Things are hard, until they are not.

This past weekend, I ran into a friend of mine, Mechele, at the Scary Run.  Mechele has been a runner as long as I can remember and she recently hired a coach to help her become faster, at the ripe young age of 58.  Mechele shared with me that in all the work she does on her own, she rarely includes speed training as part of her workout because, in her own words, “Speed work is hard!” 

Some people come out of the womb with an ability to run fast, while others take several decades to achieve, or sometimes never at all. At Whisper, beginning runners are reminded that the discomfort they are feeling when running hard is normal and short lived.  This makes me think of the sign I read at the Eugene Half Marathon that read, “If you think time goes by fast, trying running a marathon.” 

Okay, so when you’re in the moment of running, it may seem to take forever, but in the grand scheme of things, i.e., workouts, it really does go by fast. 

Teaching runners how to run hard can be administered in small doses called Intervals.  These are physical lessons of stress and prolonged discomfort, and on the mental side, they are lessons of tolerance and repeated achievement.  Again and again, intervals are practiced, consistency is yearned for, and fitness improves.  In time, intervals are lengthened, and the cycle continues – workouts improve conditioning, which improves confidence, which leads to an enthusiasm for the next practice.  Keep in mind, we only meet for workouts twice each week, so the multiple days of rest between workouts is more than sufficient.

The life lesson.

If there is a silver lining in my bout with sciatica, it’s that six weeks on the shelf has brought healing to my Achilles, something I have not had in 10+ years.  My body says, “Your Achilles needs a prolonged rest, why don’t have lay down for a while,” and I do so as I type this from the floor of my living room.   Stress is part of life, and the valleys callous us for when we are ready to  come out the other end stronger and wiser.

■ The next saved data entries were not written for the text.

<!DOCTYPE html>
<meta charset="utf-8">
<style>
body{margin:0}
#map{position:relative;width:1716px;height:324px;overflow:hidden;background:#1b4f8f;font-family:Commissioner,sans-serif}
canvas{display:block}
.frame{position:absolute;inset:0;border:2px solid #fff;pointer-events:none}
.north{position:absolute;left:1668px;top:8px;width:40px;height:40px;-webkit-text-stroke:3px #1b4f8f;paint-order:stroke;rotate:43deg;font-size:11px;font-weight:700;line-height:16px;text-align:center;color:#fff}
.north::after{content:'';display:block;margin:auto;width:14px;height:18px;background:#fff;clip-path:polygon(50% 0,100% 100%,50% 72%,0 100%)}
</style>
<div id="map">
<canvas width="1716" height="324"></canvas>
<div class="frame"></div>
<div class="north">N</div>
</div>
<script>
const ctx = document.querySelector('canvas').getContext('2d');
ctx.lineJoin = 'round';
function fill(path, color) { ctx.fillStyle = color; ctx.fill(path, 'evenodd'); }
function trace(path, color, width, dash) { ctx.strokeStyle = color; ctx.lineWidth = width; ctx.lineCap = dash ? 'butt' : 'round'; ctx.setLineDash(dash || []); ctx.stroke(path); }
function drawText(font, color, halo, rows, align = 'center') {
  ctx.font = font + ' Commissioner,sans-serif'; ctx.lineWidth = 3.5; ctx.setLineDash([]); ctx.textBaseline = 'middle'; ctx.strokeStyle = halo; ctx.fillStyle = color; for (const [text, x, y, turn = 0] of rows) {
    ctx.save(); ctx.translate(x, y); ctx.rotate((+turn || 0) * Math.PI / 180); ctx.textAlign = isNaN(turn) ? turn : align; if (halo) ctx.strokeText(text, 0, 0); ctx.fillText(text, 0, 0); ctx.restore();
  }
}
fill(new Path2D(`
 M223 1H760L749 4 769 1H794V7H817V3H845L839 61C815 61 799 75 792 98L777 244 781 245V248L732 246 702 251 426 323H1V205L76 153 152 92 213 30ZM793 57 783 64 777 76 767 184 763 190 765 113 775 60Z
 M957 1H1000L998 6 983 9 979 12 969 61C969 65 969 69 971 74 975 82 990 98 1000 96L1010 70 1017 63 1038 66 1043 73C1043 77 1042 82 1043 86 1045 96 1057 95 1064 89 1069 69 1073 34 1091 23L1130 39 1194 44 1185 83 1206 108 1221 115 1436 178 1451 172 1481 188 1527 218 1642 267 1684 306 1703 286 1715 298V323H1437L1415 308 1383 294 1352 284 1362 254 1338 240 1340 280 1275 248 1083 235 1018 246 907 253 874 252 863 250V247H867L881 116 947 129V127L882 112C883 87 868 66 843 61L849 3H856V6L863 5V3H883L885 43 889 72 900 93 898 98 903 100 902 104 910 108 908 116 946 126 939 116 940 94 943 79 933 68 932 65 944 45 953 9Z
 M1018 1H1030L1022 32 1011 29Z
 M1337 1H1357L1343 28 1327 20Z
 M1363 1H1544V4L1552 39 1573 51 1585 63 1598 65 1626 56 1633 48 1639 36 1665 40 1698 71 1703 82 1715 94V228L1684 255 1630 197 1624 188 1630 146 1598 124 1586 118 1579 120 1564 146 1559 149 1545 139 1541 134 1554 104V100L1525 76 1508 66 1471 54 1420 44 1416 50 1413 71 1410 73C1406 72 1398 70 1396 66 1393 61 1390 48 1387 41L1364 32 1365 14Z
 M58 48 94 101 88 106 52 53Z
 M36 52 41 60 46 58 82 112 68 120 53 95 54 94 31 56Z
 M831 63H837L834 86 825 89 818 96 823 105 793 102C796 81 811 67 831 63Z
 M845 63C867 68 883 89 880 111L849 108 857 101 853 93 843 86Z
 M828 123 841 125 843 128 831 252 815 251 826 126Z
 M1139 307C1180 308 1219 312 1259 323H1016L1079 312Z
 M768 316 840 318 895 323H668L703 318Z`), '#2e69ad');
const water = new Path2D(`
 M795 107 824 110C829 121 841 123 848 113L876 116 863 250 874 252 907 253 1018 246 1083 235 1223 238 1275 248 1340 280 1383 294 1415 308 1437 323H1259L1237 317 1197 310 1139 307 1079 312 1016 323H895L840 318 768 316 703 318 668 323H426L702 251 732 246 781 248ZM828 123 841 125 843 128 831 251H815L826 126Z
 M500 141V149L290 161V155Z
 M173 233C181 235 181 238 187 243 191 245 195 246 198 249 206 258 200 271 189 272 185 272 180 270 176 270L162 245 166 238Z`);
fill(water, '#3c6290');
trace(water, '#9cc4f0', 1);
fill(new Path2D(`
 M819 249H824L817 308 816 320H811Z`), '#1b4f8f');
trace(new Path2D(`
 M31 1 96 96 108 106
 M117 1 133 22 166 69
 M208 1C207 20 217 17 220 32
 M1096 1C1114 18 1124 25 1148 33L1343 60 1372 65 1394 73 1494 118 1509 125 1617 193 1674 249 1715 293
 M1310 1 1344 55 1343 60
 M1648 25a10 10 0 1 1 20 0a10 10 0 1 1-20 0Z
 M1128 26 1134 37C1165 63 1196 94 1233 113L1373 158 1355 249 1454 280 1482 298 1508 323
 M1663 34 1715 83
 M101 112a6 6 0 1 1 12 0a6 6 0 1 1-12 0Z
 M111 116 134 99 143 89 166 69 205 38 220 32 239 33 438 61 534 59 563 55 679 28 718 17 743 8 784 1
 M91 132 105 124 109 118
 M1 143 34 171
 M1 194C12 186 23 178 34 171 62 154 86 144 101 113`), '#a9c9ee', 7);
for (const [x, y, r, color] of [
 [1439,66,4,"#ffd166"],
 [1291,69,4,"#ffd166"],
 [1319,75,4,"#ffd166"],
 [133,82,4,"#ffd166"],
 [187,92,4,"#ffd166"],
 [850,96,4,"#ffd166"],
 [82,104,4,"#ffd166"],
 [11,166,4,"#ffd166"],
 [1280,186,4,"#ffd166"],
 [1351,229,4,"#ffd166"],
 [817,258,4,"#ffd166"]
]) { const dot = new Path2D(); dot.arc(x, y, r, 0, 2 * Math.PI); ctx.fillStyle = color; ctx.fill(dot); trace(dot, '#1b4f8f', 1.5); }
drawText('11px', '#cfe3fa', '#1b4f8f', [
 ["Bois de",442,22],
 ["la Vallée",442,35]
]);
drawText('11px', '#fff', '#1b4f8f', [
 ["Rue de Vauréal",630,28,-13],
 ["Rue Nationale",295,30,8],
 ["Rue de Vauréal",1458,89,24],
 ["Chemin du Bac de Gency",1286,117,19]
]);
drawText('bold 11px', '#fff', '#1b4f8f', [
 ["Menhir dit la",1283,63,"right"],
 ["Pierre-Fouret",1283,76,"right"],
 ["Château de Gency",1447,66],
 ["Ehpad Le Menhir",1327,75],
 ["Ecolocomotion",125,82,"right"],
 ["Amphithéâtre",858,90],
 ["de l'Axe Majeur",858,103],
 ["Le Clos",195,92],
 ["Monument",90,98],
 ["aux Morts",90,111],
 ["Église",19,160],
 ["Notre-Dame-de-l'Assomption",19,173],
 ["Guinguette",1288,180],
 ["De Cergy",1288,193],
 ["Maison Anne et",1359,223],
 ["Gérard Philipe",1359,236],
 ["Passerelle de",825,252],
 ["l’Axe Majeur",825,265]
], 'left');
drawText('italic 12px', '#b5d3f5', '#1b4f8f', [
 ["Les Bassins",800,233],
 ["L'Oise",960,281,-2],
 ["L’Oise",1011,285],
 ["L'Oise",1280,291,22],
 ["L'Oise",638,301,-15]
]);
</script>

Should one experience sciatica day in, day out, year in, year out?  Hopefully not!  Similarly, easy runs, intervals, fartleks, tempos, and steady-state runs have seasons, and ebbs and flows.  They come in just the right doses at just the right times in just the right order for just the right moment.  Intervals teach us that it is okay to experience stress, and in fact, we should be excited when it arrives!  They provide us strength and confidence and guide us into running experiences we would otherwise never know.